Waxing is by far the best but it's still far too sore to do a large area so I get my girl to wax as much as I can (until i feel the need to punch my girl after each strip) and veet the rest. Apparently Waxing gets less painfully each time so hopefully soon I'll be Waxing all over.


----------



## MrM (Feb 6, 2012)

lewdylewd said:


> Just got into hair removal always thought it was a bit gay but it makes me look like I've instantly lost 5% bf.
> 
> I never realised I had pretty good abs till I took the hair off, I was literally like an ape from the neck down.
> 
> Waxing is by far the best but it's still far too sore to do a large area so I get my girl to wax as much as I can (until i feel the need to punch my girl after each strip) and veet the rest.

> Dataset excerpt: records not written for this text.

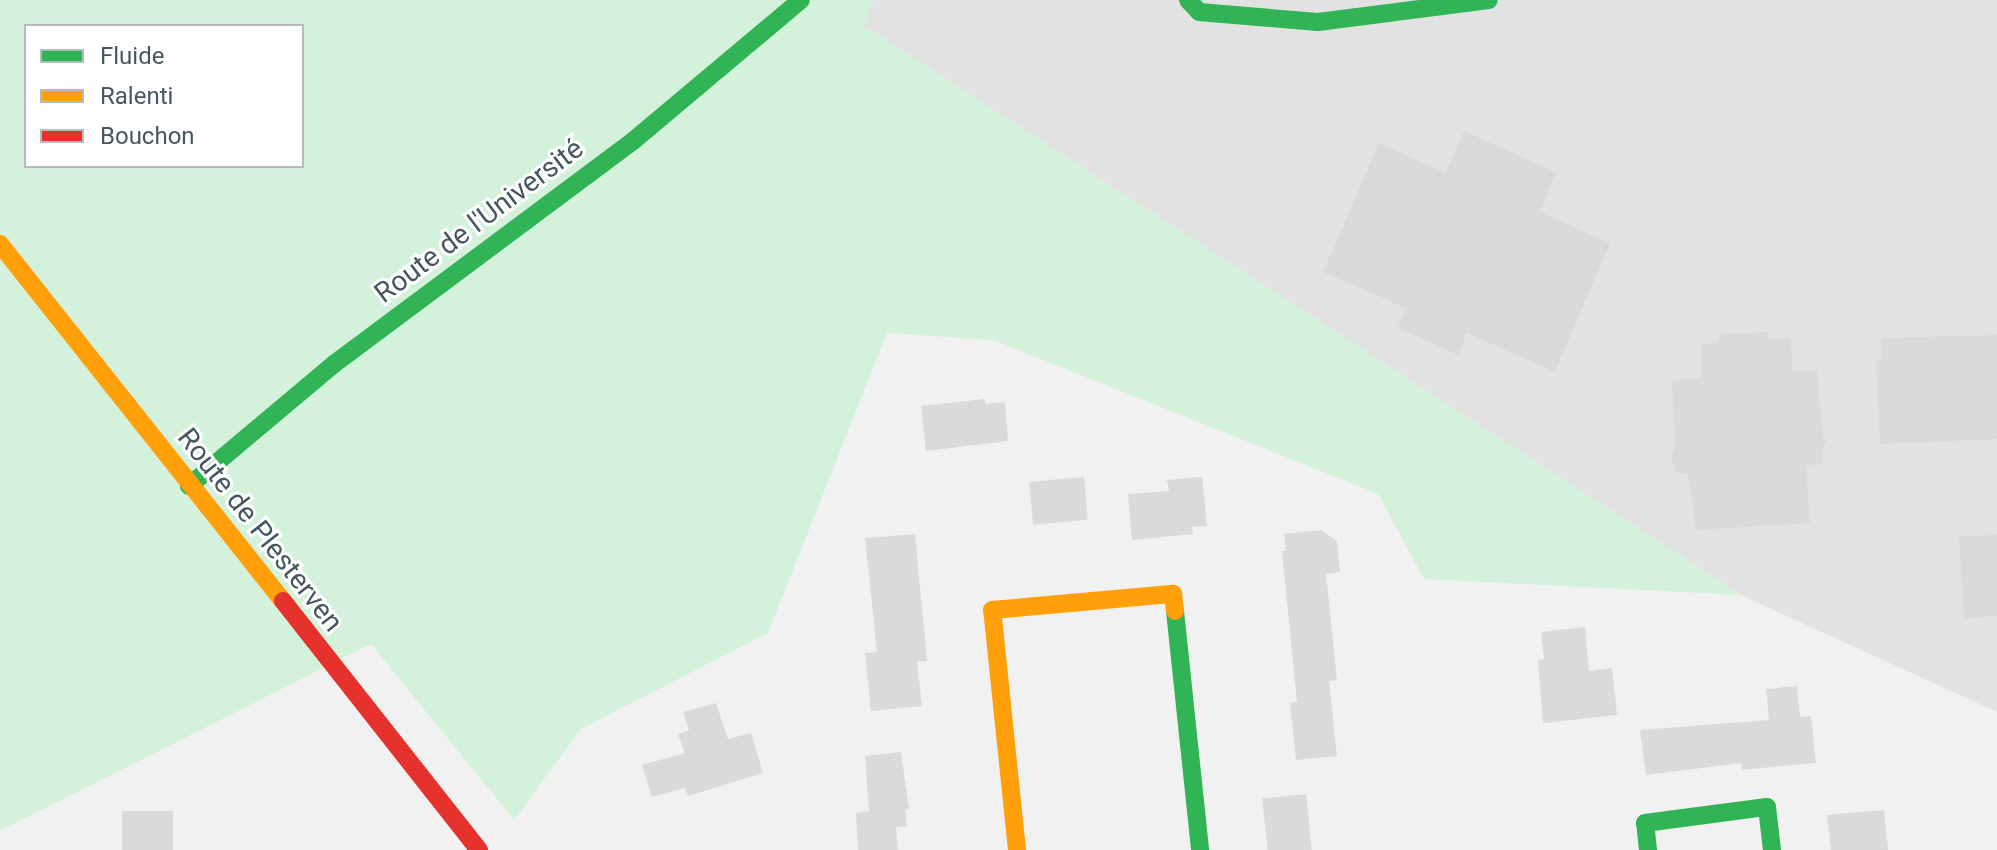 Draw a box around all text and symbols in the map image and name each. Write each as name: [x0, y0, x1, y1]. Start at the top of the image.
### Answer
legend: [24, 24, 304, 168]
text: Fluide: [100, 42, 164, 70]
text: Ralenti: [100, 82, 173, 110]
text: Bouchon: [100, 122, 195, 150]
street label: Route de l'Université: [368, 132, 590, 310]
street label: Route de Plesterven: [170, 422, 350, 638]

Apparently Waxing gets less painfully each time so hopefully soon I'll be Waxing all over.


 I get my back waxed (pain never lessens) and clipper my chest and stomach.


----------



## BLUE(UK) (Jan 9, 2008)

https://www.amazon.co.uk/Mangroomer-Yourself-Electric-Back-Shaver/dp/B000HQ0L2E


----------



## HandsomeBob (Oct 20, 2016)

https://www.uk-muscle.co.uk/index.php?app=core&module=system&controller=embed&url=https://www.facebook.com/uniladmag/videos/2359708374052208/


----------



## Slindog (Oct 6, 2009)

laser


----------



## Frost_uk (Sep 1, 2014)

Think I might get one of these back blades as don't have a Missus to attack it with hair removal cream lol, I have two tufts of hair on my (shoulder blades) back and need to get rid


----------



## RickmyMorty (Jul 23, 2016)

You would think they could develop a leave on cream that would get to the root of the hair, those lazy scientist bastards


----------